Teachers with a mission

They woke up early, some as early as 3 a.m., to get on a bus that would take them to the 1st SMP (Service Management Program) Teachers Camp at Asia Pacific College (APC) in Magallanes Village, Makati City.

The first to arrive were teachers from Laguna State Polytechnic University (LSPU) led by the affable Dr. Joel Bawica, dean of the College of Computer Studies.

From its humble beginnings as Baybay Provincial High School in 1952, LSPU is now spread out over four campuses in San Pablo City, Los Baños, Siniloan and Santa Cruz, the main campus. LSPU also has satellite campuses in Nagcarlan and Lopez, and abroad at the Thai Nguyen University in Vietnam and at the Changwon College in South Korea.

The incumbent LSPU president, Dr. Nestor De Vera, personifies the avowed mission of Cavite State University (Cavsu) to “provide quality education through responsive instruction, distinctive research, sustainable extension and production services for improved quality of life towards nation building.”

A few minutes later, the bus from Indang, Cavite, pulled up with instructors and professors from Cavsu’s 11 campuses. Prof. Roderick Rupido, dean of the College of Economics, Management and Development led the Cavsu contingent.
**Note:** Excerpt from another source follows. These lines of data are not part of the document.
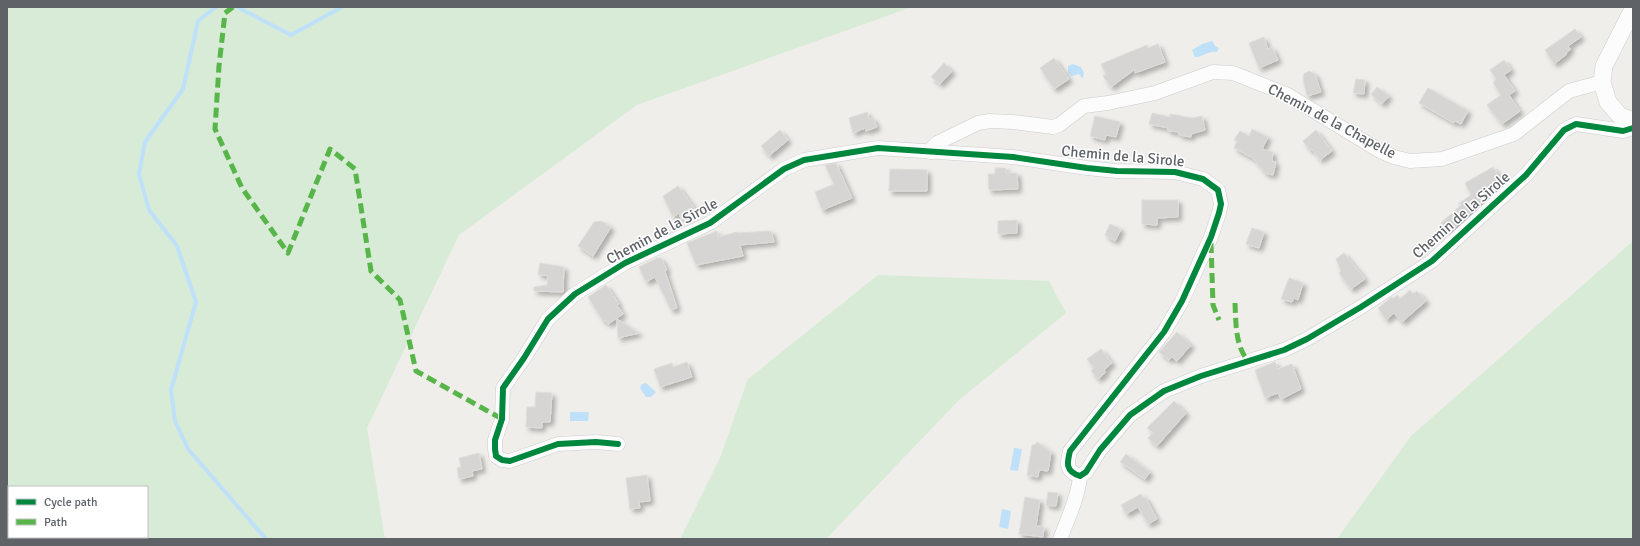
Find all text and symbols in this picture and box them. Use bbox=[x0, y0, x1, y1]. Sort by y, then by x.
street label: Chemin de la Chapelle bbox=[1265, 80, 1399, 162]
street label: Chemin de la Sirole bbox=[1061, 142, 1185, 170]
street label: Chemin de la Sirole bbox=[1408, 168, 1514, 262]
street label: Chemin de la Sirole bbox=[603, 194, 721, 268]
legend bbox=[8, 486, 148, 538]
text: Cycle path bbox=[44, 495, 97, 510]
text: Path bbox=[44, 515, 67, 530]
Divina C. Chavez, president of Cavsu, envisions it to be a global university by 2020. Cavsu adheres to its commitment to truth, excellence and service, and aims to be the “premier university in historic Cavite recognized for excellence in the development of globally competitive and morally upright individuals.”

The contingent from Polytechnic University of the Philippines (PUP) led by Dr. Teresita Atienza and Henry Prudente quietly filed into the APC training hall as the teachers from Cavsu were disembarking. Earlier, its vice president for administration, Alberto C. Guillo, personally supervised the formation of a special committee with the deans of the different colleges for this training activity.

With 22 campuses and about 65,000 students, no other higher education institution comes close to PUP. According to its president, Dr. Emanuel C. De Guzman, PUP believes that “meaningful growth and transformation of the country are best achieved in an atmosphere of brotherhood, peace, freedom, justice and a nationalist-oriented education imbued with the spirit of humanist internationalism.”

Organized by the Information Technology and Business Process Association of the Philippines (Ibpap) in collaboration with a special courseware development team from the APC and corporate trainers from Aegis People Support, the SMP Teachers Camp is a decidedly rigorous training regimen for the specialization track prescribed by CHEd Memorandum Order 6 and 34, series 2012, of the Commission on Higher Education (CHEd).

SMP is a joint pioneering effort by the national government, the academe and the IT and business process management industry to directly align our college graduates’ competencies with the demands of the modern workplace.

The four SMP learning tracks are fundamentals of the business process management industry (BPO 101 and 102), service culture, business communications, and systems thinking. A fifth track—the basic English skills training and advanced English preemployment training—is technically outside of SMP but has been included to buttress the average college student’s verbal fluency in English.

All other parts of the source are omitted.